From the entries below, please output exactly the lines starting at the one containing "M808,284L840,299L820,340L782,322L790,306L796,309Z" and ending at the one containing "M2323,378L2346,388L2333,418L2309,408Z", both included.

MATERIAL PROVIDED:

************

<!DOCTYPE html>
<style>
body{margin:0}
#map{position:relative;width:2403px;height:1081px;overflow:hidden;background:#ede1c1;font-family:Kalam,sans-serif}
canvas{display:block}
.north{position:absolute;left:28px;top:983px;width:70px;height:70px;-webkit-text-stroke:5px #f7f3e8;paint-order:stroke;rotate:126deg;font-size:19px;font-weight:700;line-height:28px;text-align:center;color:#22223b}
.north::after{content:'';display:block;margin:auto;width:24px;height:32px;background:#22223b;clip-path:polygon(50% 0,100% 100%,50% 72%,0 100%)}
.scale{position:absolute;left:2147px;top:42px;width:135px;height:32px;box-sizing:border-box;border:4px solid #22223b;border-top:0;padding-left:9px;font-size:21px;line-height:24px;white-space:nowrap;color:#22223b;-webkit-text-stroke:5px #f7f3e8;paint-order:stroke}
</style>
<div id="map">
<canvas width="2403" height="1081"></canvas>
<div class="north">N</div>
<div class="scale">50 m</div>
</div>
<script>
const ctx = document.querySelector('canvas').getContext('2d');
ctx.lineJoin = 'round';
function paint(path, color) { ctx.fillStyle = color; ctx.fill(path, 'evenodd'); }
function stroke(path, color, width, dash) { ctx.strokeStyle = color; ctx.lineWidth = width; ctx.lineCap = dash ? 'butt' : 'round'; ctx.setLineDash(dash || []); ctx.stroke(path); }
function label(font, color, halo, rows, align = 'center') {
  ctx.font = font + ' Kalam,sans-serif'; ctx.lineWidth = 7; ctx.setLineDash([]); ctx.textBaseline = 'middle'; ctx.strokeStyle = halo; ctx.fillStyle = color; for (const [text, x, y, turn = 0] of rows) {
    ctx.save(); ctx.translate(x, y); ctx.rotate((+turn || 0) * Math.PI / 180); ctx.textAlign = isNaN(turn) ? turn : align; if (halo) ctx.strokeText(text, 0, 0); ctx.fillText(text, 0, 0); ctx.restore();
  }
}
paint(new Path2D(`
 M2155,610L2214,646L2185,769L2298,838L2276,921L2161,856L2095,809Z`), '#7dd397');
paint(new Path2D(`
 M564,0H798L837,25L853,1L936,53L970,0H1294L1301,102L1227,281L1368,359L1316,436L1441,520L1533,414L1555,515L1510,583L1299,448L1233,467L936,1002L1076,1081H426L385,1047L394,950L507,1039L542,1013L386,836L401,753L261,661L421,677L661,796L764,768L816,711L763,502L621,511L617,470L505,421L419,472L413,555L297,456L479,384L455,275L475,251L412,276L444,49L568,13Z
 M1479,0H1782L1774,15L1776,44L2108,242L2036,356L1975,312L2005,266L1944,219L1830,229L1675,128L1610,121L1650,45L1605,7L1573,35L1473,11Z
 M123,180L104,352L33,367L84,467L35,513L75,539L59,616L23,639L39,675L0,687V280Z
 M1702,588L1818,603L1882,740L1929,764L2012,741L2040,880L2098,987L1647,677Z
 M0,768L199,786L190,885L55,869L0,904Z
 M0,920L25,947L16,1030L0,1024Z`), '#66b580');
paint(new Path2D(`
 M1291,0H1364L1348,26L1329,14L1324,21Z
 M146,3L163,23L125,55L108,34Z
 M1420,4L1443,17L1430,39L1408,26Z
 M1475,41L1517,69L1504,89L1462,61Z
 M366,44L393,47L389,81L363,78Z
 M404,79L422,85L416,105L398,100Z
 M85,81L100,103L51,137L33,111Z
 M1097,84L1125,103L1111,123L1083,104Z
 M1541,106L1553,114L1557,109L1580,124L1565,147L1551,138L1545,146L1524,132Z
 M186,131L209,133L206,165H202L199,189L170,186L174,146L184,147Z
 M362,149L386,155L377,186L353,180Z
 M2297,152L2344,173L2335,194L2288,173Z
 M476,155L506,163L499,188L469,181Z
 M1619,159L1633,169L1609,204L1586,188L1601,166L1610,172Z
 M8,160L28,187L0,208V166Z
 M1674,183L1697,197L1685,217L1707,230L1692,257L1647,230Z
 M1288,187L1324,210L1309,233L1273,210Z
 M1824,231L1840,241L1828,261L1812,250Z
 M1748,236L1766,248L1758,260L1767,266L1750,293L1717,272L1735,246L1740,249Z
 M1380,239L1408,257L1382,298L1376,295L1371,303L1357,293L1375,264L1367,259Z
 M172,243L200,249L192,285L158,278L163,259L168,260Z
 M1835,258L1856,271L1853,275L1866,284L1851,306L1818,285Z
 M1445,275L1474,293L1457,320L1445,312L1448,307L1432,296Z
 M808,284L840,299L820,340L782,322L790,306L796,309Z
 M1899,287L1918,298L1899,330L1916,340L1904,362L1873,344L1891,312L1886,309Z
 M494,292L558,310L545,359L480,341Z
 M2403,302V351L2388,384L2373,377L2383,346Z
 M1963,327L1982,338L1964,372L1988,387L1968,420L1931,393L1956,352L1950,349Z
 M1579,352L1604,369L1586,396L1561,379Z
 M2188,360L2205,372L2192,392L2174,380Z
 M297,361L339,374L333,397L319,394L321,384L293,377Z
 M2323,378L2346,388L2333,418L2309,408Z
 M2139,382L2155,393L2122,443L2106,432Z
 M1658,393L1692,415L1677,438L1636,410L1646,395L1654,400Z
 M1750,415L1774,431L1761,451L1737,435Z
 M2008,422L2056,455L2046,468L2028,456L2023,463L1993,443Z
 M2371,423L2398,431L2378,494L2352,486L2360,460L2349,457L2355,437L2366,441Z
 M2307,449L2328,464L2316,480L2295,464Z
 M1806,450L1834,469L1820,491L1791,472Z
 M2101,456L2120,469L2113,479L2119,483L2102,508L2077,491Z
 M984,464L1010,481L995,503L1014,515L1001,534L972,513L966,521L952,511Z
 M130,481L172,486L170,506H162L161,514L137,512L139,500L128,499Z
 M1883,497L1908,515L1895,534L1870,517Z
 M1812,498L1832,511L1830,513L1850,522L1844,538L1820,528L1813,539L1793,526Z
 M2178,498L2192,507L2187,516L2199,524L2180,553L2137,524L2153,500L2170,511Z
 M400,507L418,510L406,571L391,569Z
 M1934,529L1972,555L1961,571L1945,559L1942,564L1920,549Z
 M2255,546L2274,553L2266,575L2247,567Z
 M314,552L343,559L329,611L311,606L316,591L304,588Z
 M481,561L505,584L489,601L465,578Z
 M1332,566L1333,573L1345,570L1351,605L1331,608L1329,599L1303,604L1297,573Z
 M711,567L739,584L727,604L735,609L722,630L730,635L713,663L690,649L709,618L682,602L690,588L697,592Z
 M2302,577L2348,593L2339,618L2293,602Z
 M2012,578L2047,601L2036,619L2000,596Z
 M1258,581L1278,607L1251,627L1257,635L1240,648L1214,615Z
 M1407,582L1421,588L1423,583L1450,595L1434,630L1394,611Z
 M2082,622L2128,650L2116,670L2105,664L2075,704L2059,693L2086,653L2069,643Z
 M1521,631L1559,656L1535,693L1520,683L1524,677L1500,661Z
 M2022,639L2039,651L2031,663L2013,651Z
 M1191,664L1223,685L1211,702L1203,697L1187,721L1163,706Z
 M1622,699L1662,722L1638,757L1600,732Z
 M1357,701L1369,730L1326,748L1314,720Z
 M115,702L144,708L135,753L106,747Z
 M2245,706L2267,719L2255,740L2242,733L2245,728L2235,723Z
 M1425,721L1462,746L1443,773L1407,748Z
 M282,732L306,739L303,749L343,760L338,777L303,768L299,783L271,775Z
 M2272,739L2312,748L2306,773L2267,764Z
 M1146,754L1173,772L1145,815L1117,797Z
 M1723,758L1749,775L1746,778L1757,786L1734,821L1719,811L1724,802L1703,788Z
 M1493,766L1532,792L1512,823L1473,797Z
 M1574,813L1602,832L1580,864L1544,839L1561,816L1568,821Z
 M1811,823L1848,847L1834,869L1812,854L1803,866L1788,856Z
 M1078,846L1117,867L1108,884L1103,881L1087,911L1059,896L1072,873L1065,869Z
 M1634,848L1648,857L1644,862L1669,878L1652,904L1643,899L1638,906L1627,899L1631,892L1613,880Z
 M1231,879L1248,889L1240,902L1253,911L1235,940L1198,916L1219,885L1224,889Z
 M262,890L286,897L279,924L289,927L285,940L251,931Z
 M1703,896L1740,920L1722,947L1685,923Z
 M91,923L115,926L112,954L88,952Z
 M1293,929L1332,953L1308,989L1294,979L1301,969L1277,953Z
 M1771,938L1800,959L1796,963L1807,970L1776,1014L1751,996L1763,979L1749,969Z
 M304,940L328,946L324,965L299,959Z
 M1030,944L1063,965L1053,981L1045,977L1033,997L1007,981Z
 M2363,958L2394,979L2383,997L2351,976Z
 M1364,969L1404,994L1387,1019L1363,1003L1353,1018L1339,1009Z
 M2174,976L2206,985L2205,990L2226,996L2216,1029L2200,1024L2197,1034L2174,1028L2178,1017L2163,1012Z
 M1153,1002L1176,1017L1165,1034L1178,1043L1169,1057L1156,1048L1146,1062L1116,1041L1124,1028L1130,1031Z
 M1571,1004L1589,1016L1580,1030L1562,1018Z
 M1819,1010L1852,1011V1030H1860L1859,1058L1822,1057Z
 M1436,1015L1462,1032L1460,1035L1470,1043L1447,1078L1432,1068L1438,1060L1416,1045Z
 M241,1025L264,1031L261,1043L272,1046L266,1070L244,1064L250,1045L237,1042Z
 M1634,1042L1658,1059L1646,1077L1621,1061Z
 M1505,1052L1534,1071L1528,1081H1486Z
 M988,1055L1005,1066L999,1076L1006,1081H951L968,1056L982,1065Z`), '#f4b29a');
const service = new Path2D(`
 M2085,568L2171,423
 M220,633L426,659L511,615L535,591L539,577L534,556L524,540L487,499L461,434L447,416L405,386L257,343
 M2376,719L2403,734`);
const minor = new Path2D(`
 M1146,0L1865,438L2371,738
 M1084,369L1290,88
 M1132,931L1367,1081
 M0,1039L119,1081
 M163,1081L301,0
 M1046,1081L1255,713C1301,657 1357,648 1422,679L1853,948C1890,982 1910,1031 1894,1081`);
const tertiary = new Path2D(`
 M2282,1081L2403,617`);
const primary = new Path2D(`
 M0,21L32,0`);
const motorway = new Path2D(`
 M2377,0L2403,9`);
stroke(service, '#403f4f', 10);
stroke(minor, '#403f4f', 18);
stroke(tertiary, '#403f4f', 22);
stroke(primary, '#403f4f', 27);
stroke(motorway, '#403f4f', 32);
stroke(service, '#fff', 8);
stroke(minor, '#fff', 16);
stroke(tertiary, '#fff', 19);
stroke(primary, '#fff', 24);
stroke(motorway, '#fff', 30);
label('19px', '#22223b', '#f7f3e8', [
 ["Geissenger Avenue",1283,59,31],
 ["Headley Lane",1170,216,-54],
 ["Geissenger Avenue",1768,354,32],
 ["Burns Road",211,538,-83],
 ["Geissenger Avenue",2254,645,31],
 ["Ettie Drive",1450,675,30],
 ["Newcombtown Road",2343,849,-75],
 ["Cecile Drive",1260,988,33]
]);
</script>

************

RESPONSE TO THIS EXERCISE:
 M808,284L840,299L820,340L782,322L790,306L796,309Z
 M1899,287L1918,298L1899,330L1916,340L1904,362L1873,344L1891,312L1886,309Z
 M494,292L558,310L545,359L480,341Z
 M2403,302V351L2388,384L2373,377L2383,346Z
 M1963,327L1982,338L1964,372L1988,387L1968,420L1931,393L1956,352L1950,349Z
 M1579,352L1604,369L1586,396L1561,379Z
 M2188,360L2205,372L2192,392L2174,380Z
 M297,361L339,374L333,397L319,394L321,384L293,377Z
 M2323,378L2346,388L2333,418L2309,408Z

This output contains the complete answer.